Global cross-scale simulation and experiment of supercritical CO2 boiler tube wall temperature based on bidirectional fluid-thermal coupling

Abstract

sCO₂ cycle power generation, with wide thermal source applicability and flexible maneuverability, is considered one of the transformative technologies for hybrid power generation with renewable energy. sCO₂ boilers, as key equipment, are typically equipped with numerous bundles to adapt load changes under varying conditions. Currently, 0/1D modular furnace models cannot accurately capture the temperature distribution of the cold wall, and it’s unrealistic to build the sCO₂ boiler’s 3D global transient variation model. Some scholars have used 3D + 1D to explore tube wall temperatures, but lack experiments validated and transient predictions.

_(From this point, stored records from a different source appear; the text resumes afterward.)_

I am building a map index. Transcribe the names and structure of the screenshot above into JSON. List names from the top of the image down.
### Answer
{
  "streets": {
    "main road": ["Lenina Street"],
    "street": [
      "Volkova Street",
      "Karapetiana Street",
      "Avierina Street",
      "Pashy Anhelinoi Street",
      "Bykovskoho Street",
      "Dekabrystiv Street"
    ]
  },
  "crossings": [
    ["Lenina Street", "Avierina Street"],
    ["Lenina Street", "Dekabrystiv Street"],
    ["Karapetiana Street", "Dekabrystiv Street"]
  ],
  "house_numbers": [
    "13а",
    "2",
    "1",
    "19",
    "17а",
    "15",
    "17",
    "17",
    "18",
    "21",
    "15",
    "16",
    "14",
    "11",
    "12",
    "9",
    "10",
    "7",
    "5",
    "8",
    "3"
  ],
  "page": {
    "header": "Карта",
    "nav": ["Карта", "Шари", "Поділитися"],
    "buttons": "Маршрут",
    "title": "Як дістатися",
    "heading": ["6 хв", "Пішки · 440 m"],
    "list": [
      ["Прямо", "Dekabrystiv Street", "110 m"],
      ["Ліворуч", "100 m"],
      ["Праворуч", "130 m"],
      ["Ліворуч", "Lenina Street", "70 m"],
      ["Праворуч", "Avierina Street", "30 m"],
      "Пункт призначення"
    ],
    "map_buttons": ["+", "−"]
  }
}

Therefore, this paper establishes a multi-scale transient coupling model of global sCO₂ boiler to predict the tube wall temperature change rate to ensure safe operation under variable operation. It fully considers the structure of the heat exchanger tubes and the deviation of heat transfer between the flue gas and sCO₂, and accurately captures the wall temperature variation. The transient coupling model validated with experiments shows a maximum deviation of 24.26 K and an error margin of 2.82 %. And the highest tube wall temperature tends to occur near the outlet of the No. 80 heat exchanger located in the middle of the combustion chamber. Transient simulations also revealed the heat exchanger tubes near the exhaust side have a higher temperature change rate increase on their outer walls compared to the tubes near the ignition side, while their rate of temperature decrease is lower. This study is important for avoiding thermal fatigue of heat exchanger tubes under variable load regulation of the unit.